众人皆是一怔,愣愣地看着赵灵溪,不敢相信自己的耳朵。兵临城下,危在旦夕,先生竟还能如此镇定?
赵灵溪放下笔,起身走到墙前悬挂的海疆舆图前,素白的指尖轻轻点在漳州、潮州的位置,又缓缓划过南洋三国的疆域,语气平淡却字字千钧:“西域叛军无粮无饷,南洋番邦地狭民贫,他们勾结在一起,不过是为了劫掠漳州、潮州的粮食、财物,图的是一个‘利’字。远涉重洋而来,粮草补给本就艰难,又孤军深入我大雍腹地,看似来势汹汹,实则已是强弩之末。”
苏文彦愣道:“先生,可他们有五千兵力,战船百艘,咱们兵力悬殊啊!”
“兵力?”赵灵溪轻笑一声,指尖重重敲在舆图上“民心”二字,“望川公当年说过,得民心者得天下,守民心者守疆土。漳州、潮州的百姓,受水师庇护多年,安居乐业,如今贼寇来犯,他们岂会坐视家园被毁?不用咱们派一兵一卒,沿海百姓自会拿起锄头、柴刀,协防城池,这便是咱们最雄厚的兵力!”
她转身看向那名水师亲兵,语气沉稳:“你回去告知周帆副将,依望川公《兵法纪要》中‘坚壁清野、诱敌深入’之策行事,弃守滩涂,退守内城,只守不攻,拖耗贼寇粮草。再传我令,命望川商盟南海所有商栈,即刻焚毁沿海荒岛的粮草、水源,断贼寇补给之路;命漳州、潮州守军,点燃烽火,召集沿海渔民、商户,军民协防,共守家园!”
亲兵愣在原地,一时间竟忘了应声。他本以为送来的是绝境急报,没想到先生只寥寥数语,便定下了破敌之策,且不用一兵一卒,仅凭民心与商盟,便要破五千贼寇?
“还愣着做什么?”苏文彦反应过来,猛地推了亲兵一把,“先生的计策,定能破敌!快回去传讯!”
亲兵这才如梦初醒,单膝跪地,重重一叩首:“末将遵令!”
说罢,他转身狂奔而出,马蹄声急促,消失在书院外的官道上。
静心斋内外,依旧一片寂静,学子们看着赵灵溪的身影,眼中的惶恐渐渐褪去,取而代之的是满满的敬佩与笃定。
苏文彦躬身一揖,心悦诚服:“先生神机妙算!学生愚钝,竟忘了望川公‘军民一心’的核心理念!贼寇图利,必急于攻城,我等坚壁清野,断其粮草,再以民心为盾,不出三日,贼寇必不战自乱!”
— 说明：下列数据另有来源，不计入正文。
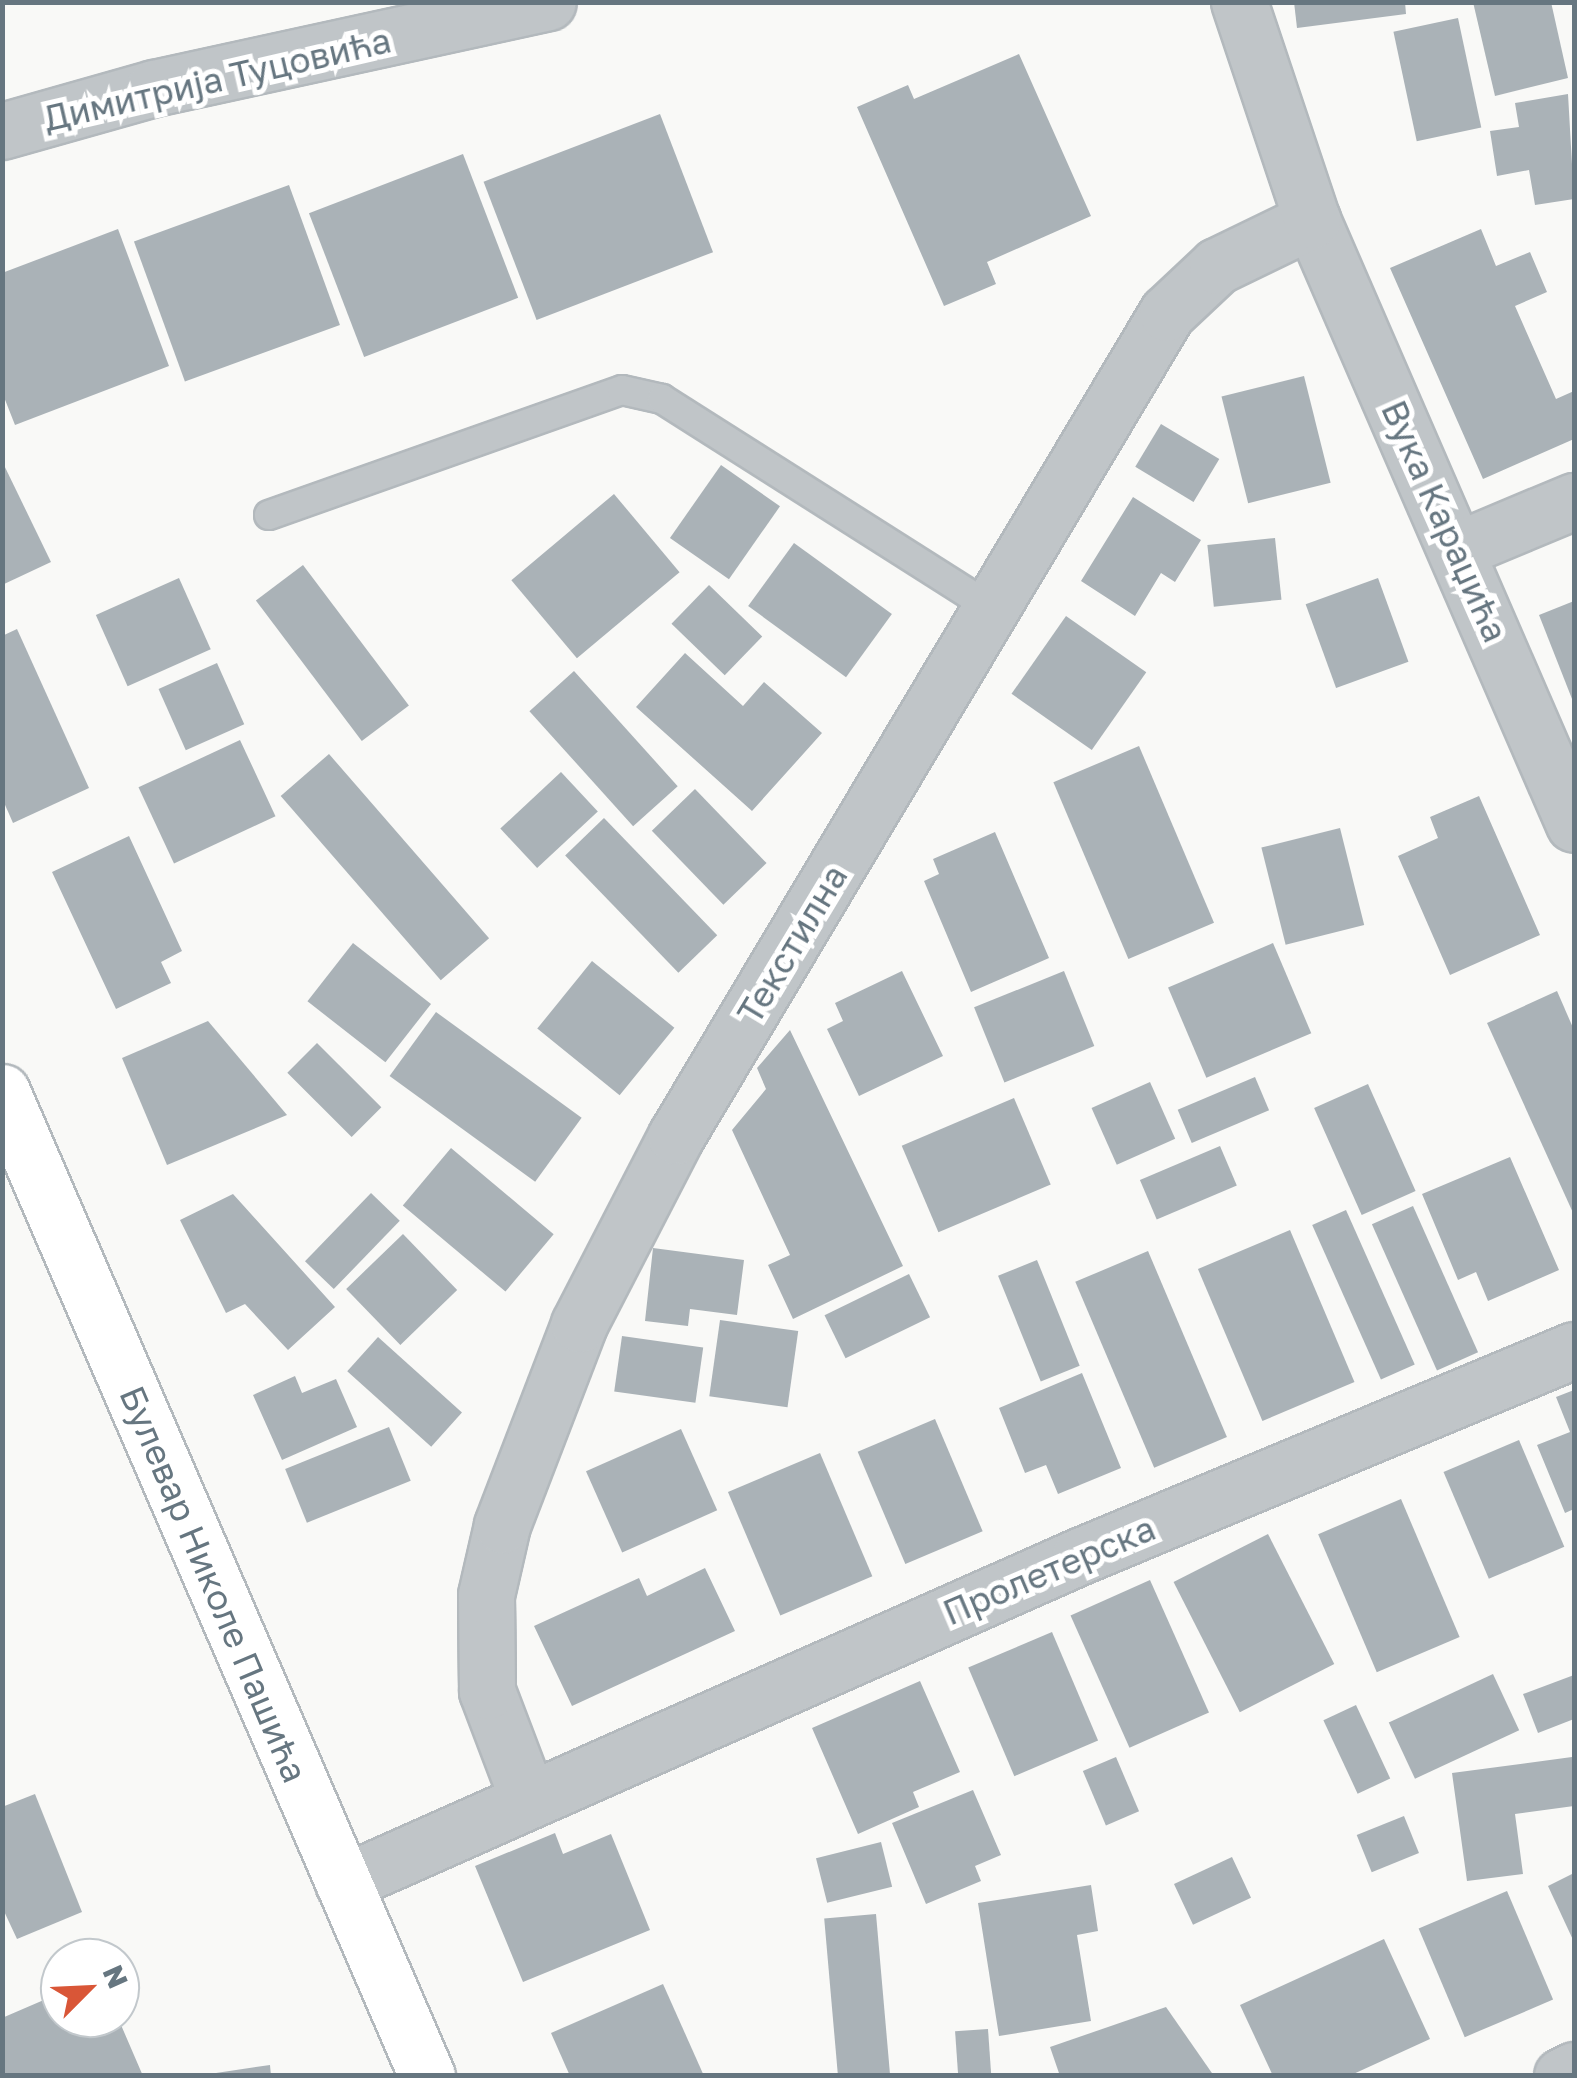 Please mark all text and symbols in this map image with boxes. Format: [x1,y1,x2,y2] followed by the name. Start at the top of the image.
[39,19,395,139] street label: Димитрија Туцовића
[1373,394,1517,648] street label: Вука Караџића
[728,857,856,1031] street label: Текстилна
[111,1380,317,1788] street label: Булевар Николе Пашића
[937,1506,1161,1634] street label: Пролетерска
[40,1938,140,2038] north arrow
[97,1960,135,1993] text: N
赵灵溪微微颔首,走回案前,重新拿起狼毫笔,在《望川理念集》的“海防篇”后,添上一行字:疆土之固,不在兵多,不在炮利,在民心所向;外敌之破,不在强攻,不在死战,在断其根基。
笔尖落下,墨痕深刻,与之前的文字融为一体,成了望川理念最鲜活的注脚。
青禾看着先生从容落笔的模样,悬着的心彻底放下,轻声道:“先生,您早就料到会有此一劫吗?”
“不是料到,是懂理。”赵灵溪微微一笑,目光温柔而坚定,“望川公的理念,从来不是纸上谈兵的空话,是历经战火、护民无数的实策。当年他在李家坪,以村民之力破土匪;在北疆,以民心之火破北狄;在东南,以军民之防破倭贼。如今不过是故技重施,叛军与番邦不懂民心之重,不懂护民之理,必败无疑。”
她一边说着,一边继续伏案写书,将此次东南海防的危机与应对之策,尽数写入书中,让后世之人知晓,何为真正的固防,何为真正的破敌之策。
清风依旧拂过静心斋,书稿翻卷,墨香袅袅,琅琅书声再度响起,比之前更添了几分笃定与力量。学子们站在院外,望着静心斋内的身影,心中皆刻下了四个字——护民为本。
不过半日,泉州港的第二封急报便传回了望川书院。
周帆依赵灵溪之策行事,漳州、潮州守军坚壁清野,百姓尽数迁入内城,自发搬石堵门、登城协防;望川商盟南海商栈焚毁荒岛粮草,断了番邦水师的补给;五千贼寇被困在沿海滩涂,进不能攻城,退无粮草补给,不过一日便军心大乱,自相惊扰。
周帆趁势率水师突袭,一战击溃贼寇,焚毁番邦战船三十余艘,斩杀叛军千余人,残余贼寇仓皇逃窜,漳州、潮州安然无恙,东南海防依旧固若金汤。
苏文彦捧着捷报,冲进静心斋,激动得声音都在颤抖:“先生!大捷!大捷啊!周副将大获全胜,贼寇被彻底击溃,漳州、潮州毫发无损!先生的计策,当真神了!望川公的理念,当真神了!”
院内的学子们听闻捷报,瞬间欢呼起来,锣鼓声、喝彩声响彻望川书院,比之前泉州港大捷的庆贺更添几分热烈。
赵灵溪放下笔,看着捷报,眼中泛起温热的泪光。她想起当年在诚王府,第一次听闻李望川的名字,是他以一介书生之力,护李家坪村民周全;想起当年在鹰嘴崖,见他一身布衣,却心怀天下,誓要护万民安乐;想起他三次出山,三次归隐,始终不忘初心,只为天下百姓。
如今,他的理念,已生根发芽,遍布大雍的每一寸土地;他的精神,已薪火相传,成了天下人心中的信仰。
她缓缓提笔,在《望川理念集》的扉页,添上最后一行跋语:
望川者,护民为心,兴邦为志,和平为愿。其理念如山川不朽,如日月恒明,传之万世,安养万民。
至此,《望川理念集》全书定稿,字字珠玑,句句真言,藏着李望川一生的心血,载着赵灵溪半生的坚守,即将传遍天下,泽被后世。
赵灵溪合上书稿,轻轻抚过封面上的字迹,眼中满是释然。
就在此时,书院外突然传来一阵急促的御道钟声,三声钟响,震彻望川新城——这是京城天子密使到来的讯号,且是事关天下的头等大事。
一名身着蟒袍的御前太监,手持明黄圣旨,在禁军的护卫下,直奔望川书院静心斋而来,神色惶急,脚步匆匆,似是带来了惊天动地的消息。